### About this exercise:
Each entry should be duplicated verbatim; its pictures should not be.

*** Data for this exercise ***

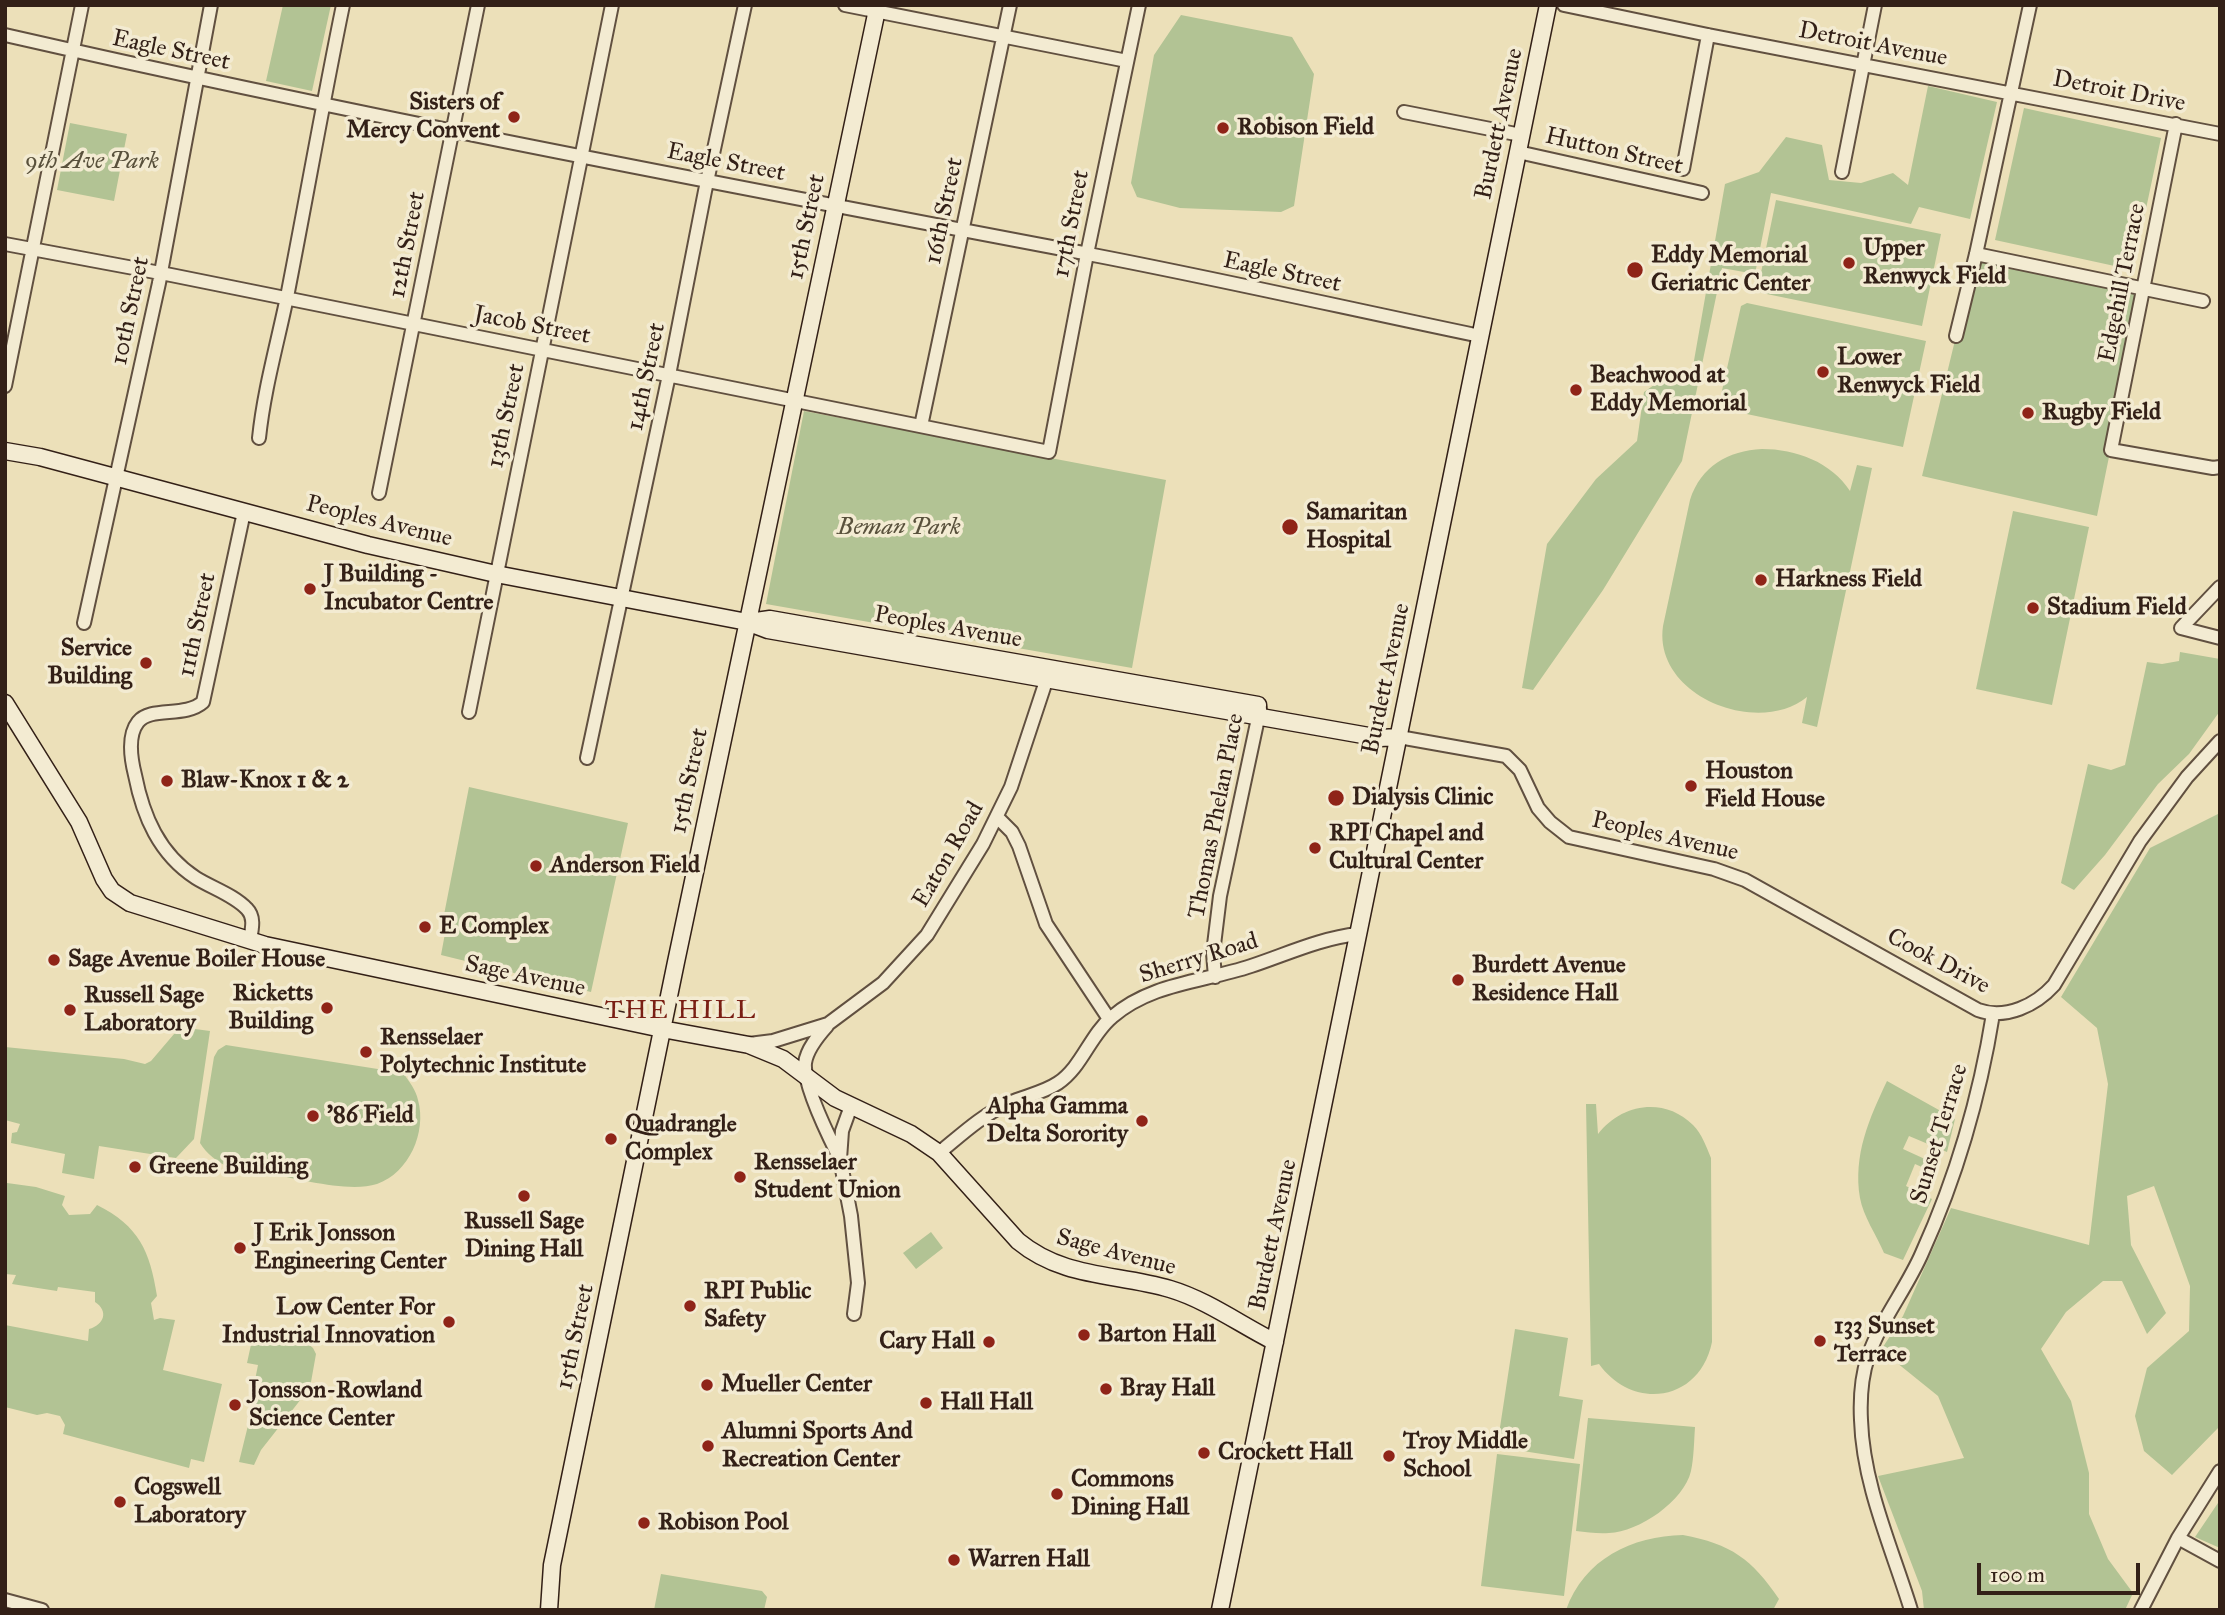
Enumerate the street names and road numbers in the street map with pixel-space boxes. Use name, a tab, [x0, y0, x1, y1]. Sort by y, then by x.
street label: Detroit Avenue	[1796, 16, 1950, 74]
street label: Eagle Street	[109, 24, 233, 78]
street label: Burdett Avenue	[1470, 46, 1530, 202]
street label: Detroit Drive	[2050, 65, 2188, 119]
street label: Hutton Street	[1542, 122, 1686, 182]
street label: Eagle Street	[664, 137, 788, 189]
street label: 16th Street	[920, 155, 970, 267]
street label: 17th Street	[1047, 168, 1097, 280]
street label: 15th Street	[782, 172, 832, 282]
street label: 12th Street	[384, 189, 432, 301]
street label: Edgehill Terrace	[2093, 201, 2153, 365]
street label: Eagle Street	[1220, 246, 1344, 300]
street label: 10th Street	[105, 254, 157, 368]
street label: Jacob Street	[471, 301, 593, 351]
street label: 14th Street	[622, 320, 672, 434]
street label: 13th Street	[482, 361, 532, 471]
street label: Peoples Avenue	[303, 490, 455, 554]
street label: 11th Street	[173, 570, 223, 680]
street label: Peoples Avenue	[872, 601, 1024, 655]
street label: Burdett Avenue	[1357, 601, 1417, 757]
street label: Thomas Phelan Place	[1183, 711, 1251, 921]
street label: 15th Street	[665, 726, 715, 836]
street label: Eaton Road	[907, 797, 991, 913]
street label: Peoples Avenue	[1589, 806, 1741, 868]
street label: Cook Drive	[1882, 923, 1994, 1001]
street label: Sherry Road	[1136, 927, 1262, 991]
street label: Sage Avenue	[462, 950, 588, 1004]
street label: Sunset Terrace	[1905, 1061, 1975, 1207]
street label: Burdett Avenue	[1244, 1157, 1304, 1313]
street label: Sage Avenue	[1053, 1223, 1179, 1283]
street label: 15th Street	[551, 1282, 601, 1392]

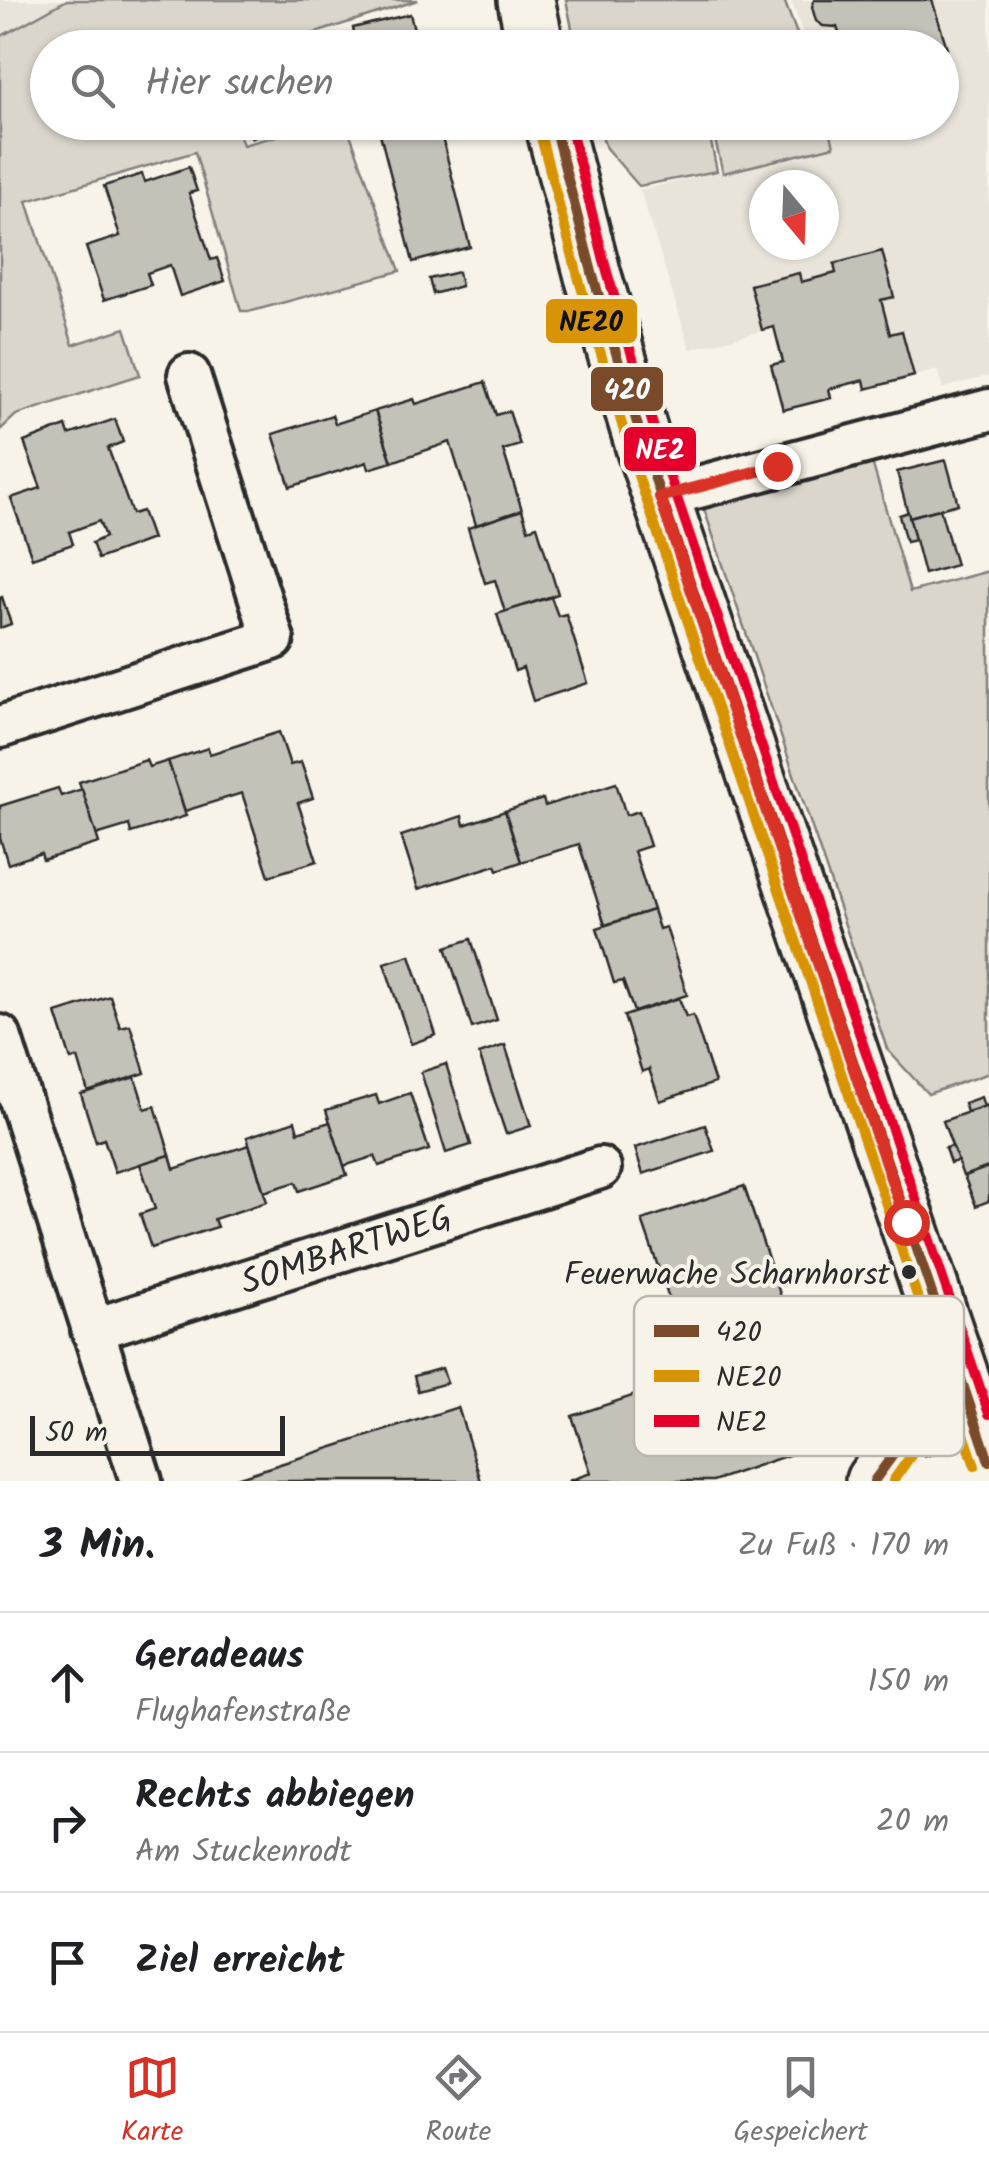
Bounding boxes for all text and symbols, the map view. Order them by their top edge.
search box [30,30,959,140]
text: Hier suchen [145,55,334,115]
icon: search [65,58,120,113]
north arrow [749,170,839,260]
line badge: NE20 [544,297,639,345]
text: NE20 [559,301,624,346]
line badge: 420 [589,365,665,413]
text: 420 [604,369,651,414]
line badge: NE2 [622,425,698,473]
text: NE2 [635,429,685,474]
route end [755,444,801,490]
street label: SOMBARTWEG [234,1191,460,1312]
route start [884,1200,930,1246]
place label: Feuerwache Scharnhorst [564,1250,891,1301]
marker: Feuerwache Scharnhorst [899,1262,919,1282]
legend [634,1296,964,1456]
text: 420 [716,1311,762,1356]
text: NE20 [716,1356,782,1401]
text: NE2 [716,1401,768,1446]
scale bar [30,1411,285,1456]
text: 50 m [45,1411,108,1456]
text: 3 Min. [40,1513,155,1580]
text: Zu Fuß · 170 m [738,1521,949,1572]
text: Geradeaus [135,1627,304,1687]
icon: ahead [40,1655,95,1710]
text: 150 m [867,1657,949,1708]
text: Flughafenstraße [135,1687,351,1738]
text: Rechts abbiegen [135,1767,415,1827]
icon: right [40,1795,95,1850]
text: 20 m [876,1797,949,1848]
text: Am Stuckenrodt [135,1827,352,1878]
text: Ziel erreicht [135,1932,344,1992]
icon: arrive [40,1935,95,1990]
tab: Karte [121,2050,183,2155]
tab: Route [425,2050,491,2155]
tab: Gespeichert [734,2050,868,2155]

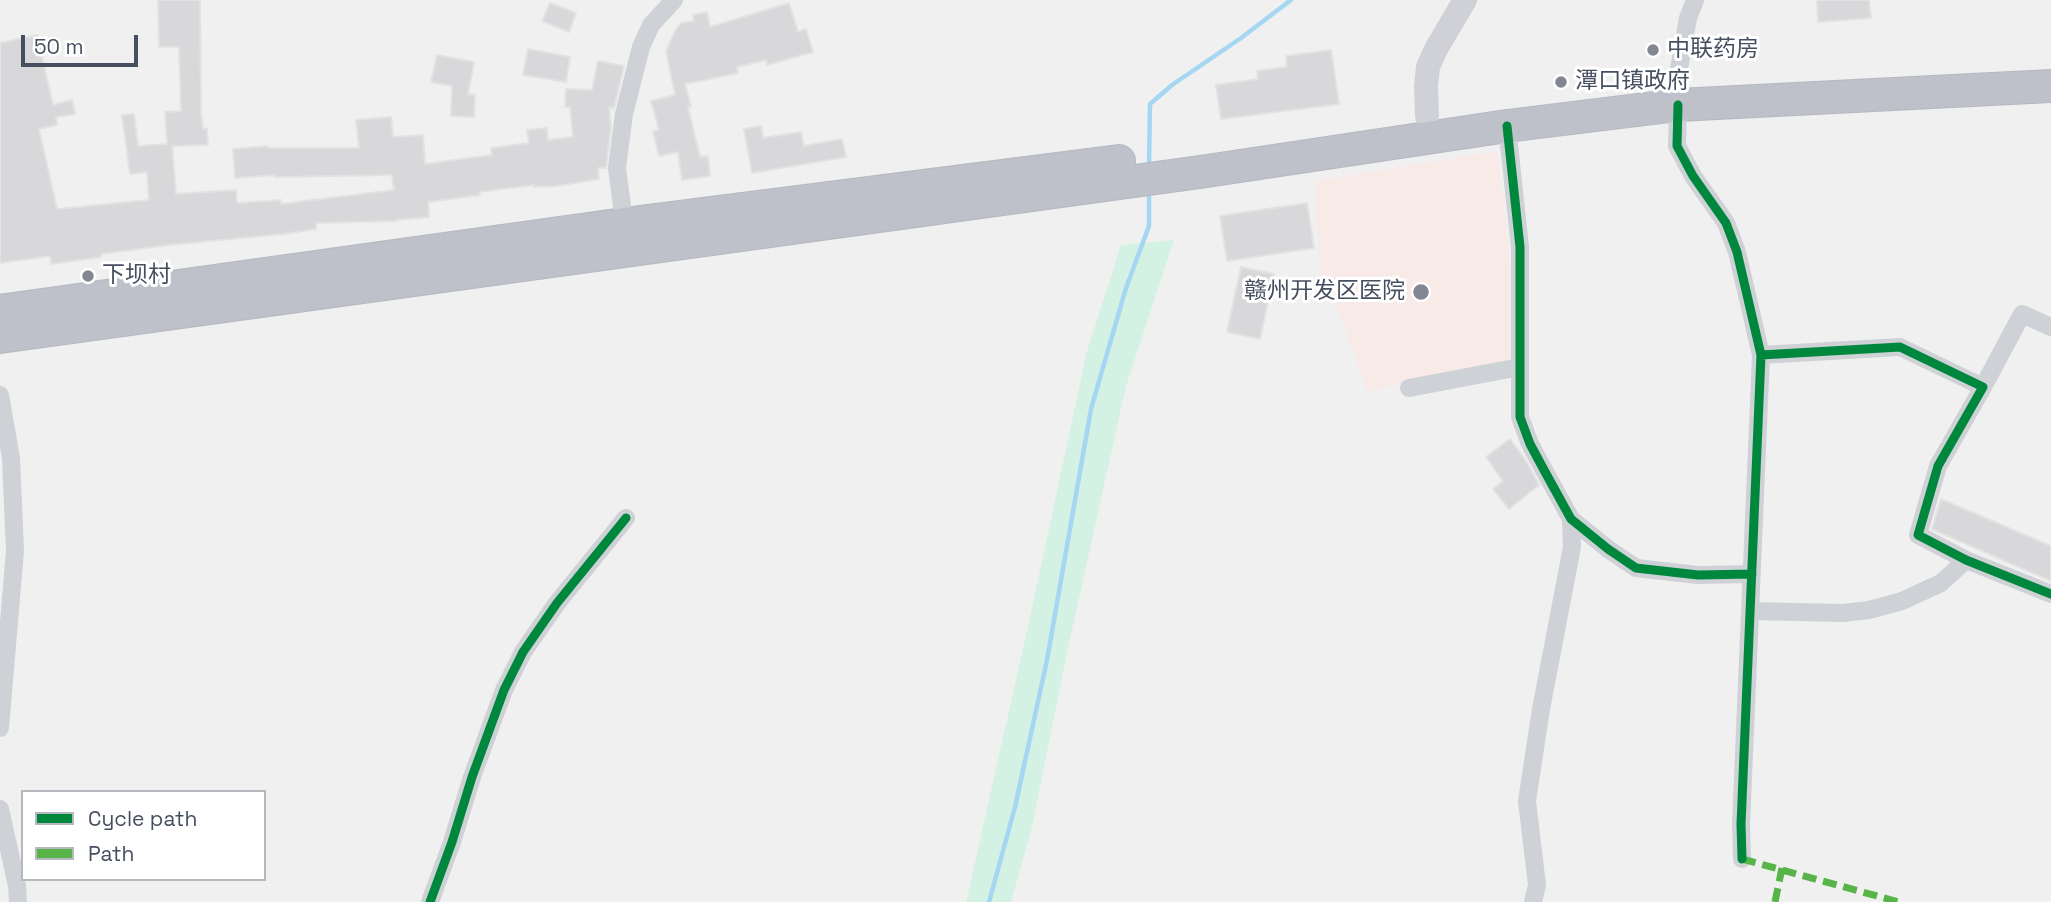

*** End of Data for this exercise ***

### Your solution:
Enumerate the street names and road numbers in the street map with pixel-space boxes. Use name, a tab, [x0, y0, x1, y1]. Sort by y, then by x.
street label: Detroit Avenue	[1796, 16, 1950, 74]
street label: Eagle Street	[109, 24, 233, 78]
street label: Burdett Avenue	[1470, 46, 1530, 202]
street label: Detroit Drive	[2050, 65, 2188, 119]
street label: Hutton Street	[1542, 122, 1686, 182]
street label: Eagle Street	[664, 137, 788, 189]
street label: 16th Street	[920, 155, 970, 267]
street label: 17th Street	[1047, 168, 1097, 280]
street label: 15th Street	[782, 172, 832, 282]
street label: 12th Street	[384, 189, 432, 301]
street label: Edgehill Terrace	[2093, 201, 2153, 365]
street label: Eagle Street	[1220, 246, 1344, 300]
street label: 10th Street	[105, 254, 157, 368]
street label: Jacob Street	[471, 301, 593, 351]
street label: 14th Street	[622, 320, 672, 434]
street label: 13th Street	[482, 361, 532, 471]
street label: Peoples Avenue	[303, 490, 455, 554]
street label: 11th Street	[173, 570, 223, 680]
street label: Peoples Avenue	[872, 601, 1024, 655]
street label: Burdett Avenue	[1357, 601, 1417, 757]
street label: Thomas Phelan Place	[1183, 711, 1251, 921]
street label: 15th Street	[665, 726, 715, 836]
street label: Eaton Road	[907, 797, 991, 913]
street label: Peoples Avenue	[1589, 806, 1741, 868]
street label: Cook Drive	[1882, 923, 1994, 1001]
street label: Sherry Road	[1136, 927, 1262, 991]
street label: Sage Avenue	[462, 950, 588, 1004]
street label: Sunset Terrace	[1905, 1061, 1975, 1207]
street label: Burdett Avenue	[1244, 1157, 1304, 1313]
street label: Sage Avenue	[1053, 1223, 1179, 1283]
street label: 15th Street	[551, 1282, 601, 1392]

Bounding boxes for all text and symbols, the map view. Order them by their top edge.
search box [30,30,959,140]
text: Hier suchen [145,55,334,115]
icon: search [65,58,120,113]
north arrow [749,170,839,260]
line badge: NE20 [544,297,639,345]
text: NE20 [559,301,624,346]
line badge: 420 [589,365,665,413]
text: 420 [604,369,651,414]
line badge: NE2 [622,425,698,473]
text: NE2 [635,429,685,474]
route end [755,444,801,490]
street label: SOMBARTWEG [234,1191,460,1312]
route start [884,1200,930,1246]
place label: Feuerwache Scharnhorst [564,1250,891,1301]
marker: Feuerwache Scharnhorst [899,1262,919,1282]
legend [634,1296,964,1456]
text: 420 [716,1311,762,1356]
text: NE20 [716,1356,782,1401]
text: NE2 [716,1401,768,1446]
scale bar [30,1411,285,1456]
text: 50 m [45,1411,108,1456]
text: 3 Min. [40,1513,155,1580]
text: Zu Fuß · 170 m [738,1521,949,1572]
text: Geradeaus [135,1627,304,1687]
icon: ahead [40,1655,95,1710]
text: 150 m [867,1657,949,1708]
text: Flughafenstraße [135,1687,351,1738]
text: Rechts abbiegen [135,1767,415,1827]
icon: right [40,1795,95,1850]
text: 20 m [876,1797,949,1848]
text: Am Stuckenrodt [135,1827,352,1878]
text: Ziel erreicht [135,1932,344,1992]
icon: arrive [40,1935,95,1990]
tab: Karte [121,2050,183,2155]
tab: Route [425,2050,491,2155]
tab: Gespeichert [734,2050,868,2155]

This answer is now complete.